Friday, September 25, 2009

Whining about Waterland

I'm trudging through Waterland by Graham Swift. I badly want to like this novel, but I feel like I'm failing. Why can't I just love it? It seems like it should be really good. This book feels sort of like a mystery in which nothing happens. At least not so far, well, besides the murder, and the pregnant teenager.

The story traces three threads, narrated by one old man; that of the narrator's family, beginning with his great, great grandparents and down to his own generation, a story of his childhood on the fens (a desolate low country prone to flooding), as well as a section about the more recent past in his own life. This approach lends a little bit of suspense to an otherwise quiet story, but I wish that it were just a little easier. I don't want to have to work quite so hard to decode a sentence, or to understand what just happened.

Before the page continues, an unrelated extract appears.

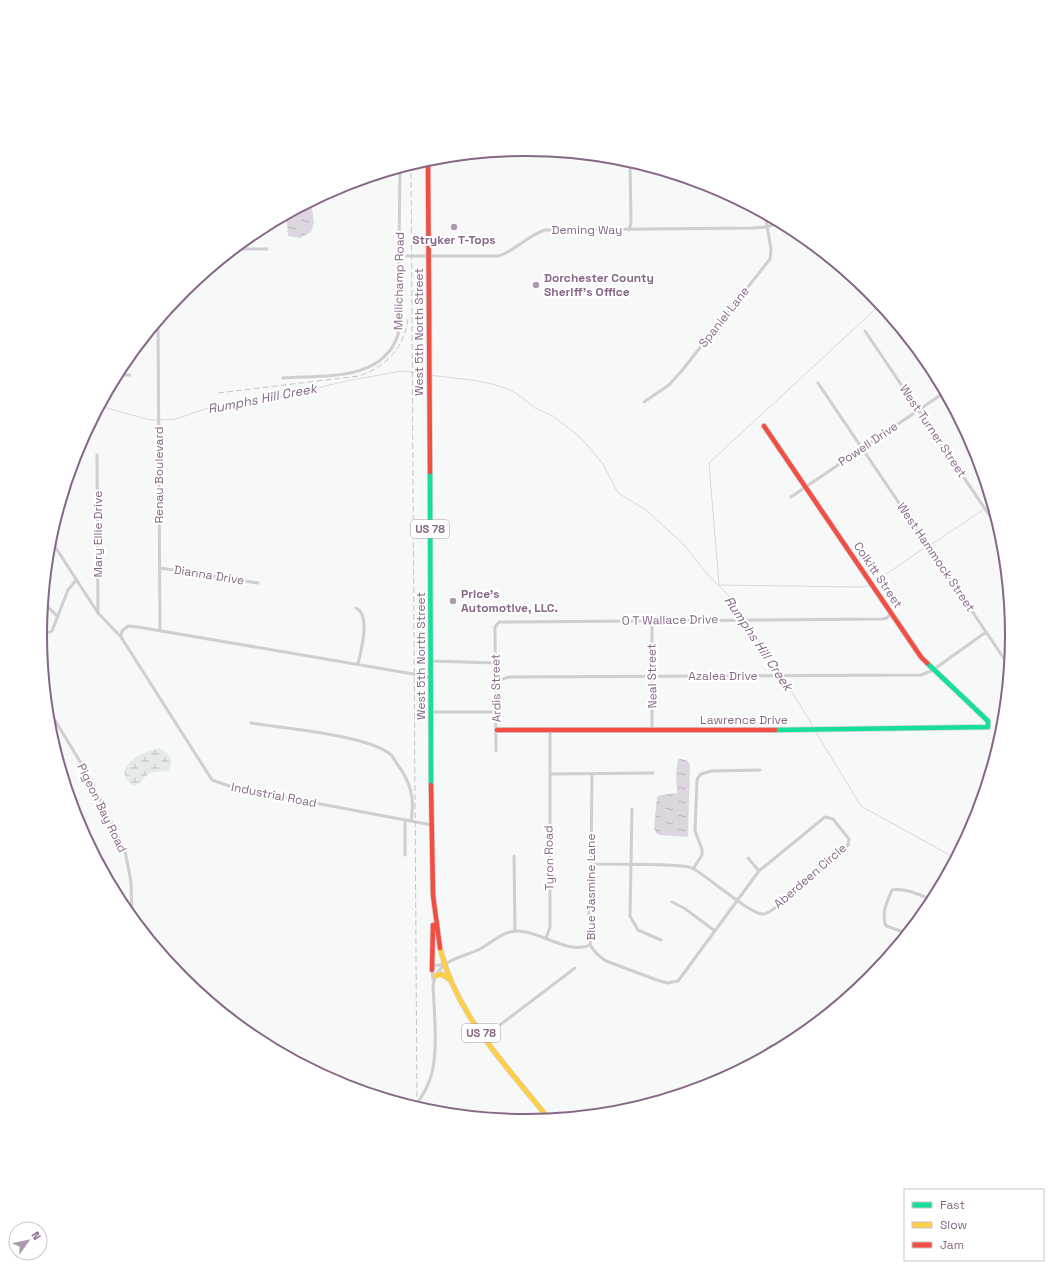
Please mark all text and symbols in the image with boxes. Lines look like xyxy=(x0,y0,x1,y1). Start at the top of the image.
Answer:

I'm not picking only on Mr. Swift. This obtuse spareness I've been discussing can be insidious, ugly even, if handled badly, and I don't think its a good trend. I certainly have a tough time coping with it. I prefer a slightly more straitforward prose when I'm reading in the evening. After interpreting irrational behaviors and incomplete communication from my preschool aged children all day, and I just want a story, not a puzzle.


3 comments:

Swistle said...

DITTO. I think obtuseness sometimes gets mistaken for smartness. Or for superior writing.

Anonymous said...

Many, many years ago I wrote a senior thesis in college about three books. One was Waterland. Back then I LOVED this book. I haven't read it since, so my memory is a bit hazy. But this is what I recall loving: The narrator is a history teacher and he is always trying to "capture" history -- to tell the story in the one way that makes complete sense. But this is an impossible task. You can never fully understand history; you can never fully understand someone else's "story"; it's hard to even correctly capture your own "story." So the best he can do is to tell these stories over and over again, from different perspectives and angles, to try and make sense of where he has found himself in his life.

Again, I haven't read the book in years. Does my interpretation make sense to you or was I a completely lost college senior??

By the way, I compared Waterland to 100 Years of Solitude and Midnight's Children. The other two have similar themes but are much grander in scope and use a lot more magic realism.

Lindsay said...

Thank you Anonymous for your kind comment! It actually helps me understand and like Waterland a little more. But Waterland just didn't grab me. I haven't read 100 Years of Solitude, but read and didn't like Love in the Time of Cholera also by G.G. Marquez. I can't put into words why I feel so lost and uninvolved with certain books or authors. It's kind of depressing, like I've failed somehow. G.G. Marquez is so popular and universally praised, but is a yuck for me. Maybe I will give both authors another chance.